>>>>

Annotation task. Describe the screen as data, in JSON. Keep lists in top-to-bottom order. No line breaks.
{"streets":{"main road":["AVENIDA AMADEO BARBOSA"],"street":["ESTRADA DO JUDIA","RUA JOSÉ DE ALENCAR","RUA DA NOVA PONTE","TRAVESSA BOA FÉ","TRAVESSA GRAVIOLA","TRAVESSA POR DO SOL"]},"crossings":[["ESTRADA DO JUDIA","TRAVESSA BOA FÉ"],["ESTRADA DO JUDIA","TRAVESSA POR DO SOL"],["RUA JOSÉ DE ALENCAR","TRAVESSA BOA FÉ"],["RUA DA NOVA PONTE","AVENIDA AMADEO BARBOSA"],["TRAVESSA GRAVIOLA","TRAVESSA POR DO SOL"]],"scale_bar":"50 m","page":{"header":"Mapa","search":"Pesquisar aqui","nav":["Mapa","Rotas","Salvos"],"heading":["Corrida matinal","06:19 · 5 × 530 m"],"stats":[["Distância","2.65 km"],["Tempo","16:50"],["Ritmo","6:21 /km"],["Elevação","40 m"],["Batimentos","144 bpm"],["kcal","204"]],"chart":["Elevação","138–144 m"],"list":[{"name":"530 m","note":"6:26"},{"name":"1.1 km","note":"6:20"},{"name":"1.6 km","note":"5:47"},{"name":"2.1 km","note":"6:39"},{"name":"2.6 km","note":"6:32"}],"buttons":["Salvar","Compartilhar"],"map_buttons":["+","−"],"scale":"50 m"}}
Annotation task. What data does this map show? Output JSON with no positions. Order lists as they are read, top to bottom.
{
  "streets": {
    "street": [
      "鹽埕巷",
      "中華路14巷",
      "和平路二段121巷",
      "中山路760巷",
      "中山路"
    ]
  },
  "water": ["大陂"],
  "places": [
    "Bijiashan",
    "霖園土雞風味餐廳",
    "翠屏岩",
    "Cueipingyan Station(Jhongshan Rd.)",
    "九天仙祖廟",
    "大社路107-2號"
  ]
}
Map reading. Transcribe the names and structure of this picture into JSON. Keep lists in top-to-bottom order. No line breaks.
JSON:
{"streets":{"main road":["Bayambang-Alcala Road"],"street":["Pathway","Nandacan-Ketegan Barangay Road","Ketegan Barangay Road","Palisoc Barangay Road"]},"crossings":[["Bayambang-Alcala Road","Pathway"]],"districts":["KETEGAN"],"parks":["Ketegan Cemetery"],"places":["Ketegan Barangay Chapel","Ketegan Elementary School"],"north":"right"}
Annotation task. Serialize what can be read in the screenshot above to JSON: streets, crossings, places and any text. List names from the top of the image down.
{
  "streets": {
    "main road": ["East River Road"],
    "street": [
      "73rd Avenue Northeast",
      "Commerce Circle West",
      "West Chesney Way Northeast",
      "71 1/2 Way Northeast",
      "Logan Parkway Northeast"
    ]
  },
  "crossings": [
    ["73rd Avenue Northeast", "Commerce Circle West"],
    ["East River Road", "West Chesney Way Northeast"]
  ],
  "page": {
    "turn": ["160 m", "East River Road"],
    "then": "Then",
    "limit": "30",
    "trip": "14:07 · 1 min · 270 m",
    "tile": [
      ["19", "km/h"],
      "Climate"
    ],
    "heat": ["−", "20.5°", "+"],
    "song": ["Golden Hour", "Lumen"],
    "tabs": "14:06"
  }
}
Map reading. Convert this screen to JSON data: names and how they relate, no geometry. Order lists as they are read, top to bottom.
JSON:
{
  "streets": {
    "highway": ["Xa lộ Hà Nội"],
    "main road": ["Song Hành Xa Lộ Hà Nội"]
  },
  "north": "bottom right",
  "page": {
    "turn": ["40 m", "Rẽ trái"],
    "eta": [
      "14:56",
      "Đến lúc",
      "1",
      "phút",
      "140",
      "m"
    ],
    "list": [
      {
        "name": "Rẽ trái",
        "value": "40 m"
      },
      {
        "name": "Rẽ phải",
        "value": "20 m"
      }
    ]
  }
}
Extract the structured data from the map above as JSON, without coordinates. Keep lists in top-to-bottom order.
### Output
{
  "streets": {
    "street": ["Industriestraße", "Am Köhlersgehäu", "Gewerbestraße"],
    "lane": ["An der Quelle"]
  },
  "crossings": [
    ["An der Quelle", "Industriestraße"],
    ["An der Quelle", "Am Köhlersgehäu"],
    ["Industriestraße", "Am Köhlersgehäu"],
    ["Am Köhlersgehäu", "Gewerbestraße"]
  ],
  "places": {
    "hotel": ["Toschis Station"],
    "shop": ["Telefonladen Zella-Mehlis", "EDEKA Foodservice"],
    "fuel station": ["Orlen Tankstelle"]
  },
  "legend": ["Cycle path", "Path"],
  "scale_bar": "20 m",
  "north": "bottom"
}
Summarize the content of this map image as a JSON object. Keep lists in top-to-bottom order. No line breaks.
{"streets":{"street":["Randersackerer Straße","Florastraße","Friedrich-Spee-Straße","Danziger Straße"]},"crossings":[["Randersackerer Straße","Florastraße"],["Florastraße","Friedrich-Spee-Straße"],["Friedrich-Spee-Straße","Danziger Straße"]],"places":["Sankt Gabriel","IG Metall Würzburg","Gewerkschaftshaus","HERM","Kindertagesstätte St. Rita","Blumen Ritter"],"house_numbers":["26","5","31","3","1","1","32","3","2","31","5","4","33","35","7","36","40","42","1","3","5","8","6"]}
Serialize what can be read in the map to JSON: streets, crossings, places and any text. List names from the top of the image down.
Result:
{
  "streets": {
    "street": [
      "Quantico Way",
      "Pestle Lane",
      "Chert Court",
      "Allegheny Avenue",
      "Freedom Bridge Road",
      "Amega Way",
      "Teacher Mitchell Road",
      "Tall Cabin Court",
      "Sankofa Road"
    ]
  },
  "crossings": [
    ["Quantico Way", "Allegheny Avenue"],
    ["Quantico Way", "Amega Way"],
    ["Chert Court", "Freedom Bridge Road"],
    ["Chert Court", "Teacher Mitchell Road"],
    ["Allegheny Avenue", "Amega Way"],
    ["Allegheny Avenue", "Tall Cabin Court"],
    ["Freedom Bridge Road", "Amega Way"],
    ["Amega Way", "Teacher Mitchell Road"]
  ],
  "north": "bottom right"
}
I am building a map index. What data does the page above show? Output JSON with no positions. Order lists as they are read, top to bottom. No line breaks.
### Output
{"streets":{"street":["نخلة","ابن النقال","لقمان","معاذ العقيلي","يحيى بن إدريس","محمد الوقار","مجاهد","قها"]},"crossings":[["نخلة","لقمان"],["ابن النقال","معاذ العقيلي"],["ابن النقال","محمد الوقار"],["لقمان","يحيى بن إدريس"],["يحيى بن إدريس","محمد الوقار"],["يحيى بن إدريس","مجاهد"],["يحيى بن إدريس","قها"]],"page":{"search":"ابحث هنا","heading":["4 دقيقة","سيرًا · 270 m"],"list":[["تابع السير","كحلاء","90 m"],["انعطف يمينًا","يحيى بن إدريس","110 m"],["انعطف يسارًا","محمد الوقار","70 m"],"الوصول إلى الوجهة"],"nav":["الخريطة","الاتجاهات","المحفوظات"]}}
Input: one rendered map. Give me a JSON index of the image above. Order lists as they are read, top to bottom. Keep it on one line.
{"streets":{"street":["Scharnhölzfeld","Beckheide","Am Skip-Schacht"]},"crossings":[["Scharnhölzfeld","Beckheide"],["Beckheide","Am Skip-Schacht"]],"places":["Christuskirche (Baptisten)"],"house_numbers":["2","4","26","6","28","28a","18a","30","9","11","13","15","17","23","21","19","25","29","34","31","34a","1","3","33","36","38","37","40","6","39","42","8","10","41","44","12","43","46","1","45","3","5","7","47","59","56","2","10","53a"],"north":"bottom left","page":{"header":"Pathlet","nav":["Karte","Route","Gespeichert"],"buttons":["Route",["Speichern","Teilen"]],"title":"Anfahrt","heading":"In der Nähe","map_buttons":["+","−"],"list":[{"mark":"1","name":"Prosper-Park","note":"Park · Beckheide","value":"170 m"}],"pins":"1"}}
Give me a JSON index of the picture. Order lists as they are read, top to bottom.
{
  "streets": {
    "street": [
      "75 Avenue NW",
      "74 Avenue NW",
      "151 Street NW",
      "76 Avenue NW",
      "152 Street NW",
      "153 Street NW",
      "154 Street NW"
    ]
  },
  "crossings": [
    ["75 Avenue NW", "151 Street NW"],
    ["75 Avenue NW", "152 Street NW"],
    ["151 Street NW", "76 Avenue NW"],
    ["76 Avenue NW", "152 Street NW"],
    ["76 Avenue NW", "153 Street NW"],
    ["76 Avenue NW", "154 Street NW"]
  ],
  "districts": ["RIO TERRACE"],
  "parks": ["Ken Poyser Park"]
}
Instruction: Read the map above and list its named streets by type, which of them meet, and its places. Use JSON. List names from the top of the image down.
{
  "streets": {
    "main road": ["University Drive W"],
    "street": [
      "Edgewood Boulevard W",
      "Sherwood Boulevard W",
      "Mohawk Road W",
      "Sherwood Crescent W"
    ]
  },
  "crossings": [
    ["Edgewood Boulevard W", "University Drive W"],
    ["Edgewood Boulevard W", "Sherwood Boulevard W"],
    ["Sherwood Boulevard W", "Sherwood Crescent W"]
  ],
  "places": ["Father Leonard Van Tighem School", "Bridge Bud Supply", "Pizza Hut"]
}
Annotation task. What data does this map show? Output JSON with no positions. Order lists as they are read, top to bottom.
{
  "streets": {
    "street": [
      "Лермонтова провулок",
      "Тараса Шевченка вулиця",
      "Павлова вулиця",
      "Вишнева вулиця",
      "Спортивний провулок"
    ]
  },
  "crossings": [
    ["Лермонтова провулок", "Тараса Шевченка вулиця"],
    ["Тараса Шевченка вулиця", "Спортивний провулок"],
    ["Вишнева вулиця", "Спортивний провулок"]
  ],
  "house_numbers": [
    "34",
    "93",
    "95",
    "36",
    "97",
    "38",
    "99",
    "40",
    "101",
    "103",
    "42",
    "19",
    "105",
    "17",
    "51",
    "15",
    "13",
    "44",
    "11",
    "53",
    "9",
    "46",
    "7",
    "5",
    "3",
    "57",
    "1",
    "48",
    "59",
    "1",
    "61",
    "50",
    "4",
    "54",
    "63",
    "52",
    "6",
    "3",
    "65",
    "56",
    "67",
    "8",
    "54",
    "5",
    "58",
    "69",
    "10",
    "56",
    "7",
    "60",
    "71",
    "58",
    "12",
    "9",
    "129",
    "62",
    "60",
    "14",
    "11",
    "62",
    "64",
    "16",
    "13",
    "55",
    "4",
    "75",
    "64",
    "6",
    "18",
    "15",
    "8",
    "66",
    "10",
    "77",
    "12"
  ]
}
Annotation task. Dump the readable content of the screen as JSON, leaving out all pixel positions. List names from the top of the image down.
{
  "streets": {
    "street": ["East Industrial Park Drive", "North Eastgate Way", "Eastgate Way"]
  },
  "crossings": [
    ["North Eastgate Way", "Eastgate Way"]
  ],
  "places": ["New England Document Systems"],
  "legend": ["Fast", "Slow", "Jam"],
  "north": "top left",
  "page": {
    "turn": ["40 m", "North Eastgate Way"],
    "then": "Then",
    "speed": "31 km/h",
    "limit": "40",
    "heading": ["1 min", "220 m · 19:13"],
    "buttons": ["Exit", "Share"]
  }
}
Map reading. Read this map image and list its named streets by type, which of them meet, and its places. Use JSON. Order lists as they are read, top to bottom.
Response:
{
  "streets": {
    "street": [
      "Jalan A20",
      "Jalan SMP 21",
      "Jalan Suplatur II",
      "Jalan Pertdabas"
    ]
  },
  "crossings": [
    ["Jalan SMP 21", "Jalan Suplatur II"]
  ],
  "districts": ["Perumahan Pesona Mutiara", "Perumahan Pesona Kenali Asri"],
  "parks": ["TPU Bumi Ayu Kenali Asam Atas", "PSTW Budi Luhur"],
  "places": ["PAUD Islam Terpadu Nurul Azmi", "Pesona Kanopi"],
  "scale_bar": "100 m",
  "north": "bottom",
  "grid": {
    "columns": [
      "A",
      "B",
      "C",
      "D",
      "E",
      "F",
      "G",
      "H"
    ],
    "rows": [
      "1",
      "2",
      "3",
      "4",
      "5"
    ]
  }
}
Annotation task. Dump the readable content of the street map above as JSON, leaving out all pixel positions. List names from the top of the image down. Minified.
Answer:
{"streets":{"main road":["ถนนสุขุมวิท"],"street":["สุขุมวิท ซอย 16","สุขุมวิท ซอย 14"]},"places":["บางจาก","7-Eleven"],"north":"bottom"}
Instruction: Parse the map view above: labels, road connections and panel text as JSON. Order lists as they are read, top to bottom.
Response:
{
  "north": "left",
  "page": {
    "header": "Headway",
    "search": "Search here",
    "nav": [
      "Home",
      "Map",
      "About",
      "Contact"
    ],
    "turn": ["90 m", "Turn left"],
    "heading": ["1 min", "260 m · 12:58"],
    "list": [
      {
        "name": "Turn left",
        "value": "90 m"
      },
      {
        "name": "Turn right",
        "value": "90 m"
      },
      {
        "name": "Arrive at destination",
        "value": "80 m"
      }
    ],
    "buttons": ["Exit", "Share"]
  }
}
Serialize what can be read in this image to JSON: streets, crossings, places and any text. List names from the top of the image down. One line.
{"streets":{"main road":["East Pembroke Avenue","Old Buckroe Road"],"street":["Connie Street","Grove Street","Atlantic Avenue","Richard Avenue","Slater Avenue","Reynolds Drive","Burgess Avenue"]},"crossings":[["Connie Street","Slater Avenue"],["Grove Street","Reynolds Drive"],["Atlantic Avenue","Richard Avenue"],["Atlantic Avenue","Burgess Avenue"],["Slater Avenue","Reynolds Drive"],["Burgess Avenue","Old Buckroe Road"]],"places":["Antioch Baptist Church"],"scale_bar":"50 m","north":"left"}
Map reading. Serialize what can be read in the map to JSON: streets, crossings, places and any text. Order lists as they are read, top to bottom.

<<<<

» THE TASK
Give back exactly the lines above, from the line containing "Extract the structured" through the line containing "I am building", with both end lines and nothing more.

» ANSWER AREA
Extract the structured data from the map above as JSON, without coordinates. Keep lists in top-to-bottom order.
### Output
{
  "streets": {
    "street": ["Industriestraße", "Am Köhlersgehäu", "Gewerbestraße"],
    "lane": ["An der Quelle"]
  },
  "crossings": [
    ["An der Quelle", "Industriestraße"],
    ["An der Quelle", "Am Köhlersgehäu"],
    ["Industriestraße", "Am Köhlersgehäu"],
    ["Am Köhlersgehäu", "Gewerbestraße"]
  ],
  "places": {
    "hotel": ["Toschis Station"],
    "shop": ["Telefonladen Zella-Mehlis", "EDEKA Foodservice"],
    "fuel station": ["Orlen Tankstelle"]
  },
  "legend": ["Cycle path", "Path"],
  "scale_bar": "20 m",
  "north": "bottom"
}
Summarize the content of this map image as a JSON object. Keep lists in top-to-bottom order. No line breaks.
{"streets":{"street":["Randersackerer Straße","Florastraße","Friedrich-Spee-Straße","Danziger Straße"]},"crossings":[["Randersackerer Straße","Florastraße"],["Florastraße","Friedrich-Spee-Straße"],["Friedrich-Spee-Straße","Danziger Straße"]],"places":["Sankt Gabriel","IG Metall Würzburg","Gewerkschaftshaus","HERM","Kindertagesstätte St. Rita","Blumen Ritter"],"house_numbers":["26","5","31","3","1","1","32","3","2","31","5","4","33","35","7","36","40","42","1","3","5","8","6"]}
Serialize what can be read in the map to JSON: streets, crossings, places and any text. List names from the top of the image down.
Result:
{
  "streets": {
    "street": [
      "Quantico Way",
      "Pestle Lane",
      "Chert Court",
      "Allegheny Avenue",
      "Freedom Bridge Road",
      "Amega Way",
      "Teacher Mitchell Road",
      "Tall Cabin Court",
      "Sankofa Road"
    ]
  },
  "crossings": [
    ["Quantico Way", "Allegheny Avenue"],
    ["Quantico Way", "Amega Way"],
    ["Chert Court", "Freedom Bridge Road"],
    ["Chert Court", "Teacher Mitchell Road"],
    ["Allegheny Avenue", "Amega Way"],
    ["Allegheny Avenue", "Tall Cabin Court"],
    ["Freedom Bridge Road", "Amega Way"],
    ["Amega Way", "Teacher Mitchell Road"]
  ],
  "north": "bottom right"
}
I am building a map index. What data does the page above show? Output JSON with no positions. Order lists as they are read, top to bottom. No line breaks.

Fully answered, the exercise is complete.